(WORK REQUEST) Retype the records exactly, with nothing added or dropped.

----- RECORDS SHOWN

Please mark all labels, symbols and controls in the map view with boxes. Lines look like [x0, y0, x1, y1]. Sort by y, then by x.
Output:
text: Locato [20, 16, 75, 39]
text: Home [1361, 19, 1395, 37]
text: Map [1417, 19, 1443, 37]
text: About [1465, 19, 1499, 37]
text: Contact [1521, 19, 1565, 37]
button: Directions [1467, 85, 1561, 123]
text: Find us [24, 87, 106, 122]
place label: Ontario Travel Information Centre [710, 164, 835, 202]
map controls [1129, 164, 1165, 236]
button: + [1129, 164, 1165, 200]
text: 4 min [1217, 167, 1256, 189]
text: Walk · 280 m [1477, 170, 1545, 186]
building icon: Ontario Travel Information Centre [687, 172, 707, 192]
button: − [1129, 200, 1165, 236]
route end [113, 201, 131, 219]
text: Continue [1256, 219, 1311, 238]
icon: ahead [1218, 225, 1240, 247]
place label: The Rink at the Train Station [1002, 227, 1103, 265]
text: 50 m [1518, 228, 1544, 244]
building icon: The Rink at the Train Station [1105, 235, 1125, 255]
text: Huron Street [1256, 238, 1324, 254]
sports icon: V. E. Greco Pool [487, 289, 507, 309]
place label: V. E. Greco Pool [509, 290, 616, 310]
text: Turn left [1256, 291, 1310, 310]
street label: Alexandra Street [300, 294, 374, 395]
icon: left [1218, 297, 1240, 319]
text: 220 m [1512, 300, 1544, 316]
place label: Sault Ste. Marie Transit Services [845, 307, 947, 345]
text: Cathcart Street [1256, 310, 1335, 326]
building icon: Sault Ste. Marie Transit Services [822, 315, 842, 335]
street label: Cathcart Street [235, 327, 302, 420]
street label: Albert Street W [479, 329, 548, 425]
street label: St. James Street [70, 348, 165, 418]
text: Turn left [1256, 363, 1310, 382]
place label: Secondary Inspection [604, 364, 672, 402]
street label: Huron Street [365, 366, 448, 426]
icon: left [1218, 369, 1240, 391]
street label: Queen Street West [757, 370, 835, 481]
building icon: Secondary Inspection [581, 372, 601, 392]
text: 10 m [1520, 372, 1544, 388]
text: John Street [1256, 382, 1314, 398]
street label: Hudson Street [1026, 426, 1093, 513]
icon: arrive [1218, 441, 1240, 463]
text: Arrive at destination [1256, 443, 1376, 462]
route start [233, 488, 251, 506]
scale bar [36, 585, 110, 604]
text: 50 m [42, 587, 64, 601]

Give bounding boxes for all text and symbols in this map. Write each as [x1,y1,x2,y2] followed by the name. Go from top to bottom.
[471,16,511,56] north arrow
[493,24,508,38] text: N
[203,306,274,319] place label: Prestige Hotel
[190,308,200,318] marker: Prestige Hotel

----------

(EXERCISE RESULT)
Please mark all labels, symbols and controls in the map view with boxes. Lines look like [x0, y0, x1, y1]. Sort by y, then by x.
Output:
text: Locato [20, 16, 75, 39]
text: Home [1361, 19, 1395, 37]
text: Map [1417, 19, 1443, 37]
text: About [1465, 19, 1499, 37]
text: Contact [1521, 19, 1565, 37]
button: Directions [1467, 85, 1561, 123]
text: Find us [24, 87, 106, 122]
place label: Ontario Travel Information Centre [710, 164, 835, 202]
map controls [1129, 164, 1165, 236]
button: + [1129, 164, 1165, 200]
text: 4 min [1217, 167, 1256, 189]
text: Walk · 280 m [1477, 170, 1545, 186]
building icon: Ontario Travel Information Centre [687, 172, 707, 192]
button: − [1129, 200, 1165, 236]
route end [113, 201, 131, 219]
text: Continue [1256, 219, 1311, 238]
icon: ahead [1218, 225, 1240, 247]
place label: The Rink at the Train Station [1002, 227, 1103, 265]
text: 50 m [1518, 228, 1544, 244]
building icon: The Rink at the Train Station [1105, 235, 1125, 255]
text: Huron Street [1256, 238, 1324, 254]
sports icon: V. E. Greco Pool [487, 289, 507, 309]
place label: V. E. Greco Pool [509, 290, 616, 310]
text: Turn left [1256, 291, 1310, 310]
street label: Alexandra Street [300, 294, 374, 395]
icon: left [1218, 297, 1240, 319]
text: 220 m [1512, 300, 1544, 316]
place label: Sault Ste. Marie Transit Services [845, 307, 947, 345]
text: Cathcart Street [1256, 310, 1335, 326]
building icon: Sault Ste. Marie Transit Services [822, 315, 842, 335]
street label: Cathcart Street [235, 327, 302, 420]
street label: Albert Street W [479, 329, 548, 425]
street label: St. James Street [70, 348, 165, 418]
text: Turn left [1256, 363, 1310, 382]
place label: Secondary Inspection [604, 364, 672, 402]
street label: Huron Street [365, 366, 448, 426]
icon: left [1218, 369, 1240, 391]
street label: Queen Street West [757, 370, 835, 481]
building icon: Secondary Inspection [581, 372, 601, 392]
text: 10 m [1520, 372, 1544, 388]
text: John Street [1256, 382, 1314, 398]
street label: Hudson Street [1026, 426, 1093, 513]
icon: arrive [1218, 441, 1240, 463]
text: Arrive at destination [1256, 443, 1376, 462]
route start [233, 488, 251, 506]
scale bar [36, 585, 110, 604]
text: 50 m [42, 587, 64, 601]

Give bounding boxes for all text and symbols in this map. Write each as [x1,y1,x2,y2] followed by the name. Go from top to bottom.
[471,16,511,56] north arrow
[493,24,508,38] text: N
[203,306,274,319] place label: Prestige Hotel
[190,308,200,318] marker: Prestige Hotel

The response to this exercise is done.